Po ataku terrorystycznym z 3 stycznia, gdy w podparyskim Villejuif islamista zabił nożem jedną osobę i ranił pięć innych, francuski minister spraw wewnętrznych Christophe Castaner zwrόcił się do Dyrekcji Generalnej Bezpieczeństwa Wewnętrznego (DGSI) o opracowanie kartografii terenów opanowanych przez radykalnych muzułmanów.

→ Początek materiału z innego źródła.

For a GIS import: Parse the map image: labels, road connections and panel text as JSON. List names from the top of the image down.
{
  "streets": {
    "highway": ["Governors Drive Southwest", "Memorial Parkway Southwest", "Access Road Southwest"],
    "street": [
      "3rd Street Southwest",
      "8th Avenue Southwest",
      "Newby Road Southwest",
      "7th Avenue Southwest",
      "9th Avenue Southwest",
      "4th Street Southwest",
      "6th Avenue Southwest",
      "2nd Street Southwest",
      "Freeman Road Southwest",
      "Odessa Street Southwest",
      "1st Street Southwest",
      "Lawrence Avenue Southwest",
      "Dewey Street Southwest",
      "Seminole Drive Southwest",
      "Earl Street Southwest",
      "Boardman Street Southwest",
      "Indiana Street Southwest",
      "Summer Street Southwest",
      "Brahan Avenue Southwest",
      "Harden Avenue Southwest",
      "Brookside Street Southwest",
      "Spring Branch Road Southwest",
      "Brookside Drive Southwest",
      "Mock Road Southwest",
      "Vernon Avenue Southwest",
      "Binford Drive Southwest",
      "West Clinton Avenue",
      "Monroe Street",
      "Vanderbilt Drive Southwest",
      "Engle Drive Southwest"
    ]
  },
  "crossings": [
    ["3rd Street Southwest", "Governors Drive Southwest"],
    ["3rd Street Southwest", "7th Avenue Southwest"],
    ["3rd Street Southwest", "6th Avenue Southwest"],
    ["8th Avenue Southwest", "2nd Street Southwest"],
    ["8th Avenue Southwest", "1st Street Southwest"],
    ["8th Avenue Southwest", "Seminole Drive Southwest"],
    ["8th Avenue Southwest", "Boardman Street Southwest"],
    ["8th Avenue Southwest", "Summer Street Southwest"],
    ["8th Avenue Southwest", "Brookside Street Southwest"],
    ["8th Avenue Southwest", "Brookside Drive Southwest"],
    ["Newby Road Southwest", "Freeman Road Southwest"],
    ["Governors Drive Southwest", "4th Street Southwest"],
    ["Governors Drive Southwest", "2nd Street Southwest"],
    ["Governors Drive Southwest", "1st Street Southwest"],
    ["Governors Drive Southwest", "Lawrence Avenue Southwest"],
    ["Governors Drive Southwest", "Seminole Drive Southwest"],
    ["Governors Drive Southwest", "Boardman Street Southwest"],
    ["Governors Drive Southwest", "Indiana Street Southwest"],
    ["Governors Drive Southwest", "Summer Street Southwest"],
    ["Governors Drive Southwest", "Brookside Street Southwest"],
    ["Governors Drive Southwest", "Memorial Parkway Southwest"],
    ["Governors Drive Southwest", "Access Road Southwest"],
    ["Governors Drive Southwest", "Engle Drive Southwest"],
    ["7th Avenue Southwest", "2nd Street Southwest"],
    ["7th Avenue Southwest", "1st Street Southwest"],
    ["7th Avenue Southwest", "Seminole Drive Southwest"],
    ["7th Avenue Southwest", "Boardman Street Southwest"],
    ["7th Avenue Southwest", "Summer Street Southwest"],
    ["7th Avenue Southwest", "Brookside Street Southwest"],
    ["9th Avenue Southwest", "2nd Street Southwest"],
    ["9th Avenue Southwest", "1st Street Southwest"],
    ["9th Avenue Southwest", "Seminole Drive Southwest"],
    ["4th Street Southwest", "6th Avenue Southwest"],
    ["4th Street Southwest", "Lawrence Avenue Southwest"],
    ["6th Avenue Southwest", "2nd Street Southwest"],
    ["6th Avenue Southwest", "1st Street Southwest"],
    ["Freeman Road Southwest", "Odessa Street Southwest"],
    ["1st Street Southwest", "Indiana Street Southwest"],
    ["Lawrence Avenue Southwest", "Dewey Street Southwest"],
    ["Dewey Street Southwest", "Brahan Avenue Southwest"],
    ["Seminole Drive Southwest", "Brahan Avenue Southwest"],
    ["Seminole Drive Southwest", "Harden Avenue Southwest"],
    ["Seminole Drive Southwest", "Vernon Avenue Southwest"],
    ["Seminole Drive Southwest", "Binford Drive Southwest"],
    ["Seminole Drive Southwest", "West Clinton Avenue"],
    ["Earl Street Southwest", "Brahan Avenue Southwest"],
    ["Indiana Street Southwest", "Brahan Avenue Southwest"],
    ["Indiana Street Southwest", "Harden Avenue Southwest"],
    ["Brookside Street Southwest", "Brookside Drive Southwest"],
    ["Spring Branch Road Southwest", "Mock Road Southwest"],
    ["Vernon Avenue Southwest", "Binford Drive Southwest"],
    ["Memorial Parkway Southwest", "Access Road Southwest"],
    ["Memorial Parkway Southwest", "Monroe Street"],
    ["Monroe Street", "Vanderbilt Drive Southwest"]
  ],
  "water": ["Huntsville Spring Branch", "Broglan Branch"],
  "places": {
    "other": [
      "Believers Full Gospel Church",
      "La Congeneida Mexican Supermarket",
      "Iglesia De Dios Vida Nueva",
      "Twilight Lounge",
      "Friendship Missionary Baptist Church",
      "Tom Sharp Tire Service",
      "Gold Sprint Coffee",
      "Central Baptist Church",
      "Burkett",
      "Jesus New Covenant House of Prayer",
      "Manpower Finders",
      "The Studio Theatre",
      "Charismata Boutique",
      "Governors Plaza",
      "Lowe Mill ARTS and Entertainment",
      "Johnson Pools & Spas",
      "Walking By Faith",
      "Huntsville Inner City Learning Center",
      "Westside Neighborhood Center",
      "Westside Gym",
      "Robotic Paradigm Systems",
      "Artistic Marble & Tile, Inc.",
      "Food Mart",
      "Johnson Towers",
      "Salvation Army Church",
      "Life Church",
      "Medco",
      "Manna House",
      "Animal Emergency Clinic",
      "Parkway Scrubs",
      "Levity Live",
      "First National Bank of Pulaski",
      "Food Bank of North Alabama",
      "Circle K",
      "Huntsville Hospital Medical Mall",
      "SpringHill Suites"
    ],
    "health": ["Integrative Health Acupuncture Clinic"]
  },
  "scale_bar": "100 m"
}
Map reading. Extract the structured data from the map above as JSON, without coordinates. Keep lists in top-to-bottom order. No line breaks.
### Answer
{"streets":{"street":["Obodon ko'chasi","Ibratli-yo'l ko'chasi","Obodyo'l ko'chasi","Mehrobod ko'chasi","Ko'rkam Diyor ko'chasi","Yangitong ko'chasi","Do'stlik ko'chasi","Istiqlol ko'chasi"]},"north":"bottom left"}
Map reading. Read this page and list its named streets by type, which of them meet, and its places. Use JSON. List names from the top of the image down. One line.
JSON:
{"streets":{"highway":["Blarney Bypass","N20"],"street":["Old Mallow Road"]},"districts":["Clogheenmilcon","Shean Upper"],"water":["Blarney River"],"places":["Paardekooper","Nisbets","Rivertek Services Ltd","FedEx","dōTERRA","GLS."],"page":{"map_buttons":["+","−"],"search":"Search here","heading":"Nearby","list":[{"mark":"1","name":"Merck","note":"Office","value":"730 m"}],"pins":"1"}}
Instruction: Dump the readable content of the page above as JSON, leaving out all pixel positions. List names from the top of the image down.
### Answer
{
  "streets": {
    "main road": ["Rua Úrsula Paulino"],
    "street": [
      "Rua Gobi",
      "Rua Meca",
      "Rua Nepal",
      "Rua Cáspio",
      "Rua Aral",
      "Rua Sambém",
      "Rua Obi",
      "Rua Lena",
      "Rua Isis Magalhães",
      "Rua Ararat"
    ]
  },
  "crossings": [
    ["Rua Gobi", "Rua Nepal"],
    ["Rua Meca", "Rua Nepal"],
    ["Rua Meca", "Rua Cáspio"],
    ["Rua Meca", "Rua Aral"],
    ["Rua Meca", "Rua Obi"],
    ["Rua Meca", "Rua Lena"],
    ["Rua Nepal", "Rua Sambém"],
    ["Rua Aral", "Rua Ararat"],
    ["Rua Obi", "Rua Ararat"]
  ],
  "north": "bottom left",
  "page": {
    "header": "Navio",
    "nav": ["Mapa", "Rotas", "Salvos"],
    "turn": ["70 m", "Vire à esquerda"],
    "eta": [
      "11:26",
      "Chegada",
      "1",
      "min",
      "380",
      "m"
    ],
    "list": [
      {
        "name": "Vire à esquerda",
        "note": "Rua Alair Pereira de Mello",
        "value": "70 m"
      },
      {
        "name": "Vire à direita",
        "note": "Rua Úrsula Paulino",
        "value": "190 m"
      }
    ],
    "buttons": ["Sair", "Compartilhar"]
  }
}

Dane pokrywają się z wnioskami zawartymi w książce politologa Bernarda Rougiera i są przerażające. Okazuje się, że aż 150 miejskich dzielnic kontrolowanych jest przez islamskich fundamentalistów. Policja praktycznie nie ma wstępu do tych dzielnic, a żyjące tam w zgodzie z szariatem rodziny płacą muzułmańskie podatki.
Wesprzyj nas już teraz!
Dokument sklasyfikowany jako tajemnica obrony jest niezwykle poufny i został ujawniony tylko jednemu ministrowi – spraw wewnętrznych. Pozostałe ministerstwa, które spotkały się, aby omówić temat w dniach 5 i 16 grudnia 2019 roku (resorty: sprawiedliwości, edukacji, zdrowia, społeczności lokalnych i młodzieży), nie otrzymały dostępu do dokumentu.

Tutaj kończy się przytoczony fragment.